Jerry Garcia’s briefcase with lost songs released by police 30 years ago 

click to enlarge Jerry Garcia
  • KRISTY MCDONALD/ap file photo
  • A briefcase containing songs written by Jerry Garcia and confiscated by police 30 years ago was actually released by police eight months after it was confiscated, police said Friday.
It turns out San Francisco police might not have the lost songs of Jerry Garcia after all.

Police on Friday told The San Francisco Examiner that the briefcase belonging to the Grateful Dead legend that was booked as evidence following his drug arrest 30 years ago was actually released to someone only eight months after the incident.

The revelation comes days after The Examiner published a story about whether police might still have the briefcase, which reportedly contained unpublished songs Garcia was working on with the band’s lyricist, Robert Hunter. After the story came out, the department began searching its evidence room for the briefcase.

In the brown briefcase were miscellaneous papers, as described in Garcia’s arrest report, and it was booked as evidence at the Richmond Police Station on Jan. 18, 1985 after police busted Garcia for drug possession in Golden Gate Park.

In a recent interview published in Rolling Stone magazine, Hunter said he would like the Police Department to return the briefcase if they still have it.

Hunter said there were “a number of new songs [Garcia] was working on” in that briefcase. He said he has never “gone searching” for the songs, but “if the police still have them, I’d like them back, please. It doesn’t seem right. A lot of those songs disappeared.”

Garcia’s daughter Trixie Garcia had told The Examiner she had never heard the briefcase story. But she expressed interest in trying to recover the songs.

A police spokeswoman initially told The Examiner that the department might still have the briefcase, but it would take a request from the Garcia estate to search for it.
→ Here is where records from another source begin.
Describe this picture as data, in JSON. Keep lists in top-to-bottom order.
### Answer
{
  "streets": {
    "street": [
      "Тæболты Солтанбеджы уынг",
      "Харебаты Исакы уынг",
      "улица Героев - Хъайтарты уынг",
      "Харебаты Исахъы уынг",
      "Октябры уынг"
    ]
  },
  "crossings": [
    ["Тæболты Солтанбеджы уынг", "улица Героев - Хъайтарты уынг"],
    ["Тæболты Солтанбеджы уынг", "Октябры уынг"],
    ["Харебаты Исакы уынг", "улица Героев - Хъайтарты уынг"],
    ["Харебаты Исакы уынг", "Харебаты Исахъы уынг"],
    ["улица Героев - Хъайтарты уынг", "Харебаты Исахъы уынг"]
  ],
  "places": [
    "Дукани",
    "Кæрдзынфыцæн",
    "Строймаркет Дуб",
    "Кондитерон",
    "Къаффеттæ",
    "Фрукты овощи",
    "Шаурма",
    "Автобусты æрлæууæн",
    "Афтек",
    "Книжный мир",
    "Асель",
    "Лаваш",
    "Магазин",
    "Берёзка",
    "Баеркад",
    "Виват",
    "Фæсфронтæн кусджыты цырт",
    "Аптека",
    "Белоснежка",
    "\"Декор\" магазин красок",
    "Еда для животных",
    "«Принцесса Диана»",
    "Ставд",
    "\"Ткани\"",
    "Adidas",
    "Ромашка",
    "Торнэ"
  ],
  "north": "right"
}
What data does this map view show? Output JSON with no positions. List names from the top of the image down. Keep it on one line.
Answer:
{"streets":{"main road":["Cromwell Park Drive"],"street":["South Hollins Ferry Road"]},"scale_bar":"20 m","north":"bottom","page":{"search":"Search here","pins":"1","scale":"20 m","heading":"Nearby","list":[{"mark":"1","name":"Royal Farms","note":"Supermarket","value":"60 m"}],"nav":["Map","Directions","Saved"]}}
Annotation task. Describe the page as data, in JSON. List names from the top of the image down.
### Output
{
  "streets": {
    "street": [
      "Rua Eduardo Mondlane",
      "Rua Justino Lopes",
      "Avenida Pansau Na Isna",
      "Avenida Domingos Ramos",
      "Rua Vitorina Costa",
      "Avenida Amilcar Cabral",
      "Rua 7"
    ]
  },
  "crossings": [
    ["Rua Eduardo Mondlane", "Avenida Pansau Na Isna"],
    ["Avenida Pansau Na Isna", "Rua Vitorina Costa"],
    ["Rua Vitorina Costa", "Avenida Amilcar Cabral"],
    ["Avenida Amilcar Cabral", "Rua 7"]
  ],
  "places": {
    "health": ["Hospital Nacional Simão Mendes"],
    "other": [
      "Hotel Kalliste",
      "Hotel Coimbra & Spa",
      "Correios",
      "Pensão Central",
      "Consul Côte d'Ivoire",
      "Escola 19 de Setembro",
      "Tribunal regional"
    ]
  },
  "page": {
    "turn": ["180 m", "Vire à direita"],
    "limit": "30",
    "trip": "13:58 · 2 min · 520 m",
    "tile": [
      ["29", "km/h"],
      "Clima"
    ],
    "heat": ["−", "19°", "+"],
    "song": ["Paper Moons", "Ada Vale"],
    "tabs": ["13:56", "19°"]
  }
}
After The Examiner’s story was published, a police spokesman told a local television news reporter that the department did not have the briefcase, suggesting it was either donated or destroyed.

But on Friday, Officer Albie Esparza, another department spokesman, said that while the property division’s search did not turn up Garcia’s briefcase, it did on Friday morning provide information to Police Chief Greg Suhr that its records show the briefcase was turned over to a “responsible party” in August 1985 after the drug arrest was resolved.

“All property including the briefcase relating to the arrest of Jerry Garcia in January 1985 was released following the completion of the case, which was in August 1985. We do not have it,” Esparza said. “We released it to a responsible party. Who it was released to, we have to find out by pulling up records, which could take some time.”

The prospect of finding unknown Grateful Dead songs is particularly intriguing this year as surviving members of the band celebrate its 50th anniversary. As part of the celebration, band members Mickey Hart, Bill Kreutzmann, Phil Lesh and Bob Weir are playing three sold-out shows in July at Chicago’s Soldier Field, the location of the last performance by the band before Garcia died of a heart attack Aug. 9, 1995. The band was formed in Palo Alto in 1965, and shortly afterward moved to the Haight-Ashbury.